Skelding had taken a seat by the table.

“Wait,” said Bertrand. He took a bottle from a little closet and looked at it. It was empty. “I must have a drink,” he declared, his hand shaking. “Wait a minute till I come back. I know a fellow who has something in his room.”

He slipped out of his room, leaving Skelding there. In less than five minutes he was back, his face flushed and a changed expression in his eyes.

“I found something,” he said. “Now I’m all right for a while! Now I have nerve! It’s when I feel this way that I’m ready for anything! It’s when I feel this way that I shall do the job! I’ll put out those eyes so they’ll never bother me any more! Look at my hand. See how steady it is.”

He held it out, and Gene saw that it did not shake.

“Good,” nodded Skelding. “Now you should be able to sit down and talk without getting daffy.”

“What’s the use? I know what you want to say to me. You fool! Why, Skelding, I thought you were one of Merriwell’s bitterest enemies!”

“I was—once.”

“But you’ve lost your nerve, just like all the others.”

“It’s not that. I have had my eyes opened.”

“Bah! Don’t tell me! You do not love him any more than you did before, but you have lost your nerve.I am the only man left with any nerve, and I get that from the right kind of stuff. They think Merriwell is the only thing that ever happened here! He has put them all under a spell—all, all! I believe he has put you under a spell! You’d never have changed like this if he hadn’t—never! But his time is limited! I swear it! Why did I load that revolver? Ha, ha! Why, for a dog, of course. When is the best time to shoot dogs? Tell me that, Skelding. Tell me!”

Gene saw that Defarge was in a condition of excitement bordering on frenzy, and he wondered how he was going to control the fellow. It would not do to leave him then, for he might do any desperate deed.

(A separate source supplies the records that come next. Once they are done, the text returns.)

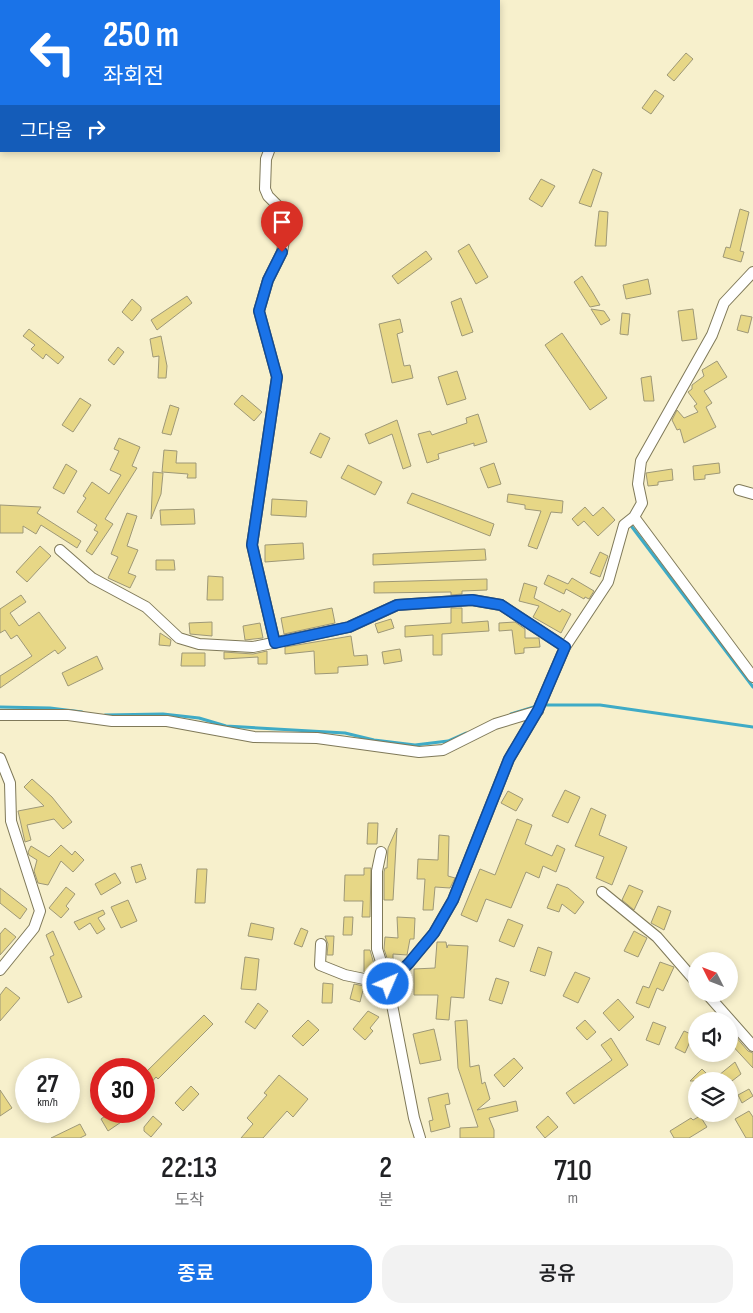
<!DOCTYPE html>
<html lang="ko">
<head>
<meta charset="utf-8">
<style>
	:root { --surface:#fff; --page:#f2f2f2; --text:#202124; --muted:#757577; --accent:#1a73e8 }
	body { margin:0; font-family:"Sofia Sans Condensed","Noto Sans KR",sans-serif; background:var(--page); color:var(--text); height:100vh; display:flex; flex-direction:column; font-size:19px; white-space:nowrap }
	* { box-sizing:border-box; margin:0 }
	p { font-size:16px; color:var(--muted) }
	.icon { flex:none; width:28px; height:28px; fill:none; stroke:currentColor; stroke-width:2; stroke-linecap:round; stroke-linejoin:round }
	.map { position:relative; height:1138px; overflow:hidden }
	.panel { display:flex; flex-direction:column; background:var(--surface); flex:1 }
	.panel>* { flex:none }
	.banner { position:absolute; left:0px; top:0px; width:500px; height:152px; box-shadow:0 2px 8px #0003; background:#1a73e8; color:#fff; overflow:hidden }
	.needle { width:32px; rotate:312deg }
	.buttons { position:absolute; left:688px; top:952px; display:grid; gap:10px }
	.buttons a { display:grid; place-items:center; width:50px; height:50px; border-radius:50%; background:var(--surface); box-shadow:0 2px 8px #0003; font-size:25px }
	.speed { position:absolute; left:15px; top:1058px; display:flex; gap:10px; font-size:25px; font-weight:700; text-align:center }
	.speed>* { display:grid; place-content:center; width:65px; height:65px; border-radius:50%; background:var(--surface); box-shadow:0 2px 8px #0003; line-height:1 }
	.speed small { font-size:12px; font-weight:400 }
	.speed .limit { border:8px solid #d22; background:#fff; color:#111 }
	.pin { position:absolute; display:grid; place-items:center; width:42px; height:42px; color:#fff; margin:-51px -21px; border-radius:50% 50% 50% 0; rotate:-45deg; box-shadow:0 0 5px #0007 }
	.pin .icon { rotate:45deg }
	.me { position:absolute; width:55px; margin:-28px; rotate:45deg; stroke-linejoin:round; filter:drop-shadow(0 0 4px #0008) }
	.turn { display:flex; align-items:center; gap:18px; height:105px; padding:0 20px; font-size:22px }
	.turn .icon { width:65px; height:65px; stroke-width:2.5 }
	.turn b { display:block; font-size:35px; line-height:42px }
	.then { display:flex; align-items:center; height:48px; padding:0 20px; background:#0003; gap:10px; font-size:19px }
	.eta { display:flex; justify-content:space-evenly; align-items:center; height:85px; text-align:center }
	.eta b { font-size:30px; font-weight:600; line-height:35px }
	.primary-button { display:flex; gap:10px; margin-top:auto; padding:10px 20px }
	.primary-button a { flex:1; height:58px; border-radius:20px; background:var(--accent); color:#fff; font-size:20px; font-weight:600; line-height:58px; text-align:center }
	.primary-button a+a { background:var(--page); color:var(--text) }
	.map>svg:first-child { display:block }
</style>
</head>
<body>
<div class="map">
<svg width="753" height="1138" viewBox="0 0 753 1138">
	<rect width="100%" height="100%" fill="#f7f0cc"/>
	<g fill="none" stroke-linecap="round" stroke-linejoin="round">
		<path stroke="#3fabc6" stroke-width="3" d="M632 527 753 687
			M542 705H600L753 727
			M0 707 50 708 82 712
			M511 714 534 707
			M105 715 163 714 199 718 226 726 345 733 374 740 415 745 448 741 466 733"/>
	</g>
	<path fill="#e7d786" stroke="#9e9877" d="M686 53 693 59 674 81 667 75Z
		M655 90 664 96 651 114 642 108Z
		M593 169 602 173 591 207 579 203Z
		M541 179 555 186 542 207 529 199Z
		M740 209 749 212 740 251 744 252 741 262 723 257 726 247 730 248Z
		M599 211 608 212 606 246H595Z
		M469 244 488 277 476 284 458 251Z
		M426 251 432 259 398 284 392 276Z
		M582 276 593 293 600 305 590 307 574 282Z
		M648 279 651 294 626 299 623 285Z
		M187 296 192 303 157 330 151 320Z
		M461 298 473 332 462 336 451 302Z
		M132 299 141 307V310L132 321 122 312Z
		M591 309 604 311 610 320 601 325Z
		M693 309 697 339 682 341 678 311Z
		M622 313 630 314 628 335 620 334Z
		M741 315 752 317 748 333 737 330Z
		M400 319 403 332 397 334 404 366 410 365 413 378 392 383 379 324Z
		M29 329 64 357 58 364 46 354 43 359 31 349 35 345 23 336Z
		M562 333 607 398 590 410 545 345Z
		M161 336 167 366 166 378H158L159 356 153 357 150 339Z
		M118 347 124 352 114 365 108 360Z
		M717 361 727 377 704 391 712 403 706 407 716 427 684 443 680 429 677 430 672 420 677 410 684 418 698 412 694 406 697 404 688 392 692 389V385L704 376 702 370Z
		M457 371 466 399 447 405 438 377Z
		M651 376 654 401H644L641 378Z
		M242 395 262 412 254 421 234 404Z
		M80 398 91 405 73 432 62 425Z
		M170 405 179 408 171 435 162 433Z
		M478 414 487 442 474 446V443L438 454 439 459 427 463 418 434 430 431 432 435 467 423 466 418Z
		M397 420 411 466 403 469 392 434 369 444 365 434Z
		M320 433 330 438 321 458 310 453Z
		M119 438 140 447 132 466 137 468 105 519 113 524 92 555 86 551 98 532 94 530 97 525 77 512 86 498 83 496 92 482 109 494 121 475 110 470 119 451 114 449Z
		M164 450 177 451 176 463H196V478H187L188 474 162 472Z
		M494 463 501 484 488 488 480 468Z
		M719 463 720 473 705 475V479L694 480 693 466Z
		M66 464 77 471 64 494 53 488Z
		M348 465 382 482 375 495 341 478Z
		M672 469 673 480 658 482V485L648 486 646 473Z
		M153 472 163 473 161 494 151 519Z
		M412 493 494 524 490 536 407 503Z
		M508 494 563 501 562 513 551 512 537 549 528 546 541 511 525 509V505L507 502Z
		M272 499 307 501 306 517 271 515Z
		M0 505 41 507 37 513 81 541 77 548 41 525 36 534 23 526V533H0Z
		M585 507 593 516 603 507 615 520 598 536 584 521 578 526 572 519Z
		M194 509 195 524 161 525 160 510Z
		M127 513 137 516 127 546 138 550 128 573 136 576 130 588 108 578 118 557 111 554Z
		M303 543 304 559 265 562V545Z
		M40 546 51 556 27 582 16 572Z
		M485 549 486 560 373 565V554Z
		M600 552 608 556 600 577 590 573Z
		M156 560H174L175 570H156Z
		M548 575 568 584 572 578 594 591 589 599 585 597 584 599 566 589 564 594 544 584Z
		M208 576 223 577V600H207Z
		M487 579V590L462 591V594L451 595V592L374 593V582Z
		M524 583 537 587 534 598 560 612 562 609 571 614 561 633 533 617 539 606 519 601Z
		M21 595 26 602 10 613 19 626 39 612 66 648 58 654 55 650 0 688V676L32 656 17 635 11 639 5 630 0 633V609Z
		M332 608 335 623 284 634 281 618Z
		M451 608H462V623L488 621 489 631 442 634V655H433V635L405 637V626L451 623Z
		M391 619 394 628 378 633 375 624Z
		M212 622V636L190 634 189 623Z
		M515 622 525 629V638H539L540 647 524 648V653L515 654 512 630 499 631V623Z
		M260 623 263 638 245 640 243 626Z
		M160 633 171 640 170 646 159 645Z
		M351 636 354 656 367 655 368 665 338 667V673L315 674 314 651 285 654V647Z
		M400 649 402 661 384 664 382 652Z
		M267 651V664H258V657L224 659V652L253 654Z
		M182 653H205V666H181Z
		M97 656 103 669 68 686 62 673Z
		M32 779 52 797 72 822 63 829 54 819 27 825 31 840 25 842 18 811 44 806 24 787Z
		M565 790 580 797 568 823 552 816Z
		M508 791 523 799 516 811 501 803Z
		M591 808 606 815 599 835 627 847 612 885 596 878 604 857 575 846Z
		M517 819 532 825 525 844 552 856 557 845 565 849 556 872 543 866 539 878 526 872 511 908 486 899 477 922 461 915 480 869 495 875Z
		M368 823H378L377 844H367Z
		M397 828 393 900H384V872L385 868H387L388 848Z
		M439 835 449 836 448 876 455 878 450 888 435 887 433 910H423L425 879H417L418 859 438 860Z
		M61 845 72 855 75 851 84 860 73 872 61 861 48 885 38 883 34 871 37 860 29 855 28 852 31 846 49 857Z
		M141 864 146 879 136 883 131 867Z
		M364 868H371L370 917H362L363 901H344L345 875H364Z
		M197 869H207L205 903H195Z
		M115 873 121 883 101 895 95 884Z
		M557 884 568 888 584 902 575 914 562 904 559 912 547 908Z
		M629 885 643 891 634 910 622 900Z
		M66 887 75 894 66 906 69 909 61 918 49 908Z
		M0 888 27 909 20 919 0 903Z
		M128 900 137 921 121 928 111 907Z
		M658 906 671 911 664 930 651 923Z
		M103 910 105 914 98 918 105 929 97 934 90 923 79 930 74 922Z
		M344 917H353L352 935H343Z
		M397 917 415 918 414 939H410L407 955 393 954V959L387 958 384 949 385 937 398 938Z
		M508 919 523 925 514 947 499 941Z
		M251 923 274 928 272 940 248 936Z
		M5 928 16 937 0 955V934Z
		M301 928 308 931 302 947 294 944Z
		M53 931 82 997 68 1003 50 957 54 955 46 935Z
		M634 931 647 938 638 957 624 951Z
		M325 936H334L333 955H327L328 944Z
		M437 942H446L447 948 448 945 468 946 464 998 451 997 449 1020 436 1019 438 995H414V969L435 968Z
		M538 947 552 952 545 976 530 971Z
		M364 950H370L374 964V974L364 972Z
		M245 957 259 959 256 990 241 989Z
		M660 962 674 967 663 991 657 988 649 1008 636 1003 643 986 649 988Z
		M575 972 590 978 578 1003 563 996Z
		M496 978 509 982 502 1004 489 1000Z
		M323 983 333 984 332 1003H322Z
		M354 984 364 986 360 1002 350 999Z
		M6 987 20 998 0 1021V995Z
		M618 999 634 1017 619 1031 603 1013Z
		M258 1003 268 1011 255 1029 245 1022Z
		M368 1011 379 1017 370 1028 373 1031 365 1040 353 1029Z
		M204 1015 213 1024 158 1079 156 1077 144 1091V1074Z
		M308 1020 319 1030 303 1046 292 1036Z
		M467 1020 470 1067 479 1065 482 1084 485 1082 490 1099 477 1110 516 1101 518 1111 489 1118 494 1130V1138H460V1128L478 1127 458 1068 455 1021Z
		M585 1020 596 1032 587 1040 576 1028Z
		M653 1022 666 1027 659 1045 646 1040Z
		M434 1029 441 1060 420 1064 413 1034Z
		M729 1029 748 1051 753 1053V1068L729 1042Z
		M684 1031 693 1035 685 1053 675 1048Z
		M611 1038 628 1065 574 1104 566 1093 612 1060 601 1045Z
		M514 1058 523 1068 504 1087 494 1075Z
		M735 1062 741 1074 732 1081H690L702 1069 713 1080Z
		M279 1075 308 1099 293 1117 287 1111 263 1138H241L253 1124 247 1118 267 1095 264 1093Z
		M191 1086 199 1094 183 1111 175 1103Z
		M749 1089 753 1096 742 1103 738 1095Z
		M0 1090 12 1108 0 1116Z
		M448 1093 450 1104 445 1105 450 1127 431 1132 429 1121 433 1120 428 1098Z
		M112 1111H126L130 1116 108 1131 101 1119Z
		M749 1111 753 1117V1138H746L735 1119Z
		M153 1116 162 1124 151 1137 144 1131V1127Z
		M548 1116 558 1127 545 1138 536 1127Z
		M700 1116 707 1127 689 1138H674L670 1131 691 1118 693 1120Z
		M80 1124 86 1135 80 1138H51Z"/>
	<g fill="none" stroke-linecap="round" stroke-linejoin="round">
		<defs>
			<path id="street" d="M71 1 72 0
				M278 1V0
				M0 82 1 81
				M269 151 266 159 265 189 268 196 283 211 286 229 282 252 268 280 259 311 277 377 252 545 275 643
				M739 490 753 494
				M634 517 753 677
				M60 550 92 578 146 607 179 638 199 644 253 647 349 627 397 605 472 600 501 605 565 647
				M0 715H68L112 721H167L254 737 317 738 419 752 443 750 495 724 538 711
				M0 758 10 783 11 821 40 911 34 928 0 970
				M602 892 657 937 696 982
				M321 944 320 965 345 975 388 984 377 949V871L381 852
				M707 994 753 1046
				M420 1138 414 1118 388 984 409 963 434 933 453 900 509 759 538 710 565 647 608 582 624 525 634 517 642 503 638 484 641 461 712 335 724 303 753 272"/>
		</defs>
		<use href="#street" stroke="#7f7959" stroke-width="12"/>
		<use href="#street" stroke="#fff" stroke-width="10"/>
	</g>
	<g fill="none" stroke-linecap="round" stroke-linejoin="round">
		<defs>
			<path id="route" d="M282 252 268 280 259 311 277 377 252 545 275 643 349 627 397 605 472 600 501 605 565 647 538 710 509 759 453 900 434 933 409 963 388 984"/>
		</defs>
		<use href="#route" stroke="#114b97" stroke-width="12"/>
		<use href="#route" stroke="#1a73e8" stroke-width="9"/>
	</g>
</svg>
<div class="buttons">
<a><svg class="needle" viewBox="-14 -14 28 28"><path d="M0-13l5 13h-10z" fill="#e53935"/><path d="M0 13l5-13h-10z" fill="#757577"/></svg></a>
<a><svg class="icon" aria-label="sound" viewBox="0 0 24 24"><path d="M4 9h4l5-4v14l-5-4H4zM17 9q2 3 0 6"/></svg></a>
<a><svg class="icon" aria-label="layers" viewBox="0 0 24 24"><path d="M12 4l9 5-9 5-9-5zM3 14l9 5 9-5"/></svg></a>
</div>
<div class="speed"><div>27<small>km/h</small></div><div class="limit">30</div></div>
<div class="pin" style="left:282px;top:252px;background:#d93025"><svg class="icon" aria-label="arrive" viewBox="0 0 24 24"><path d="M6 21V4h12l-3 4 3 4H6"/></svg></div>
<svg class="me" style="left:388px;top:984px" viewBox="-20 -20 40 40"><circle r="17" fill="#1a73e8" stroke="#fff" stroke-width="3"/><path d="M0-11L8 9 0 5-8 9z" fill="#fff"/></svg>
<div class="banner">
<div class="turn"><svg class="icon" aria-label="left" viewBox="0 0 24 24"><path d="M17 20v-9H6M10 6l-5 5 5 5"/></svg><div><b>250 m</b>좌회전</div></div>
<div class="then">그다음<svg class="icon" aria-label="right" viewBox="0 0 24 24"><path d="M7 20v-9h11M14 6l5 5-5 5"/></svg></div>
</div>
</div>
<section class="panel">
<div class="eta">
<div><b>22:13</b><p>도착</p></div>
<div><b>2</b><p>분</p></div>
<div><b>710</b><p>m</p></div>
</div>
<div class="primary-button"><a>종료</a><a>공유</a></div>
</section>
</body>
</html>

“The night is the best time to shoot dogs!” declared Bertrand. “It’s night now. Now is the time, and I’ll do it!”

He caught the revolver from the table.

“What are you going to do?” gasped Gene, starting up.

“I am going to shoot that dog!” cried Defarge, as he bolted like a madman from the room.

“Stop!” shouted Skelding, leaping after him.

Down the stairs went Defarge, taking four and five at a time. Skelding sprang after him with reckless haste, determined to overtake and stop him somehow. It was a wild chase. The deranged fellow reached the foot of the last flight and bounded out of doors.Gene was not far behind. Away they went toward Vanderbilt Hall.

“He’s going to try to shoot Merriwell now!” panted Skelding. “That last drink turned him into a madman.”

It happened that they met no one. Up to Merriwell’s room rushed Defarge, with Skelding gaining on him. But Gene was not able to overtake the maniac.

As Gene came up he saw the door to Merriwell’s room standing open. A light was shining from within. Defarge had just leaped into the room, and Merriwell, who had been writing, had risen quickly from his desk.

Then Skelding saw Defarge thrust the muzzle of the revolver right against Frank Merriwell’s breast and fire. There was a flash, a puff of smoke, and the muffled report of the weapon.

Merriwell had made absolutely no move to save himself, and the madman had fired pointblank at Frank’s heart, the muzzle of the weapon being not more than six inches from the breast of the intended victim.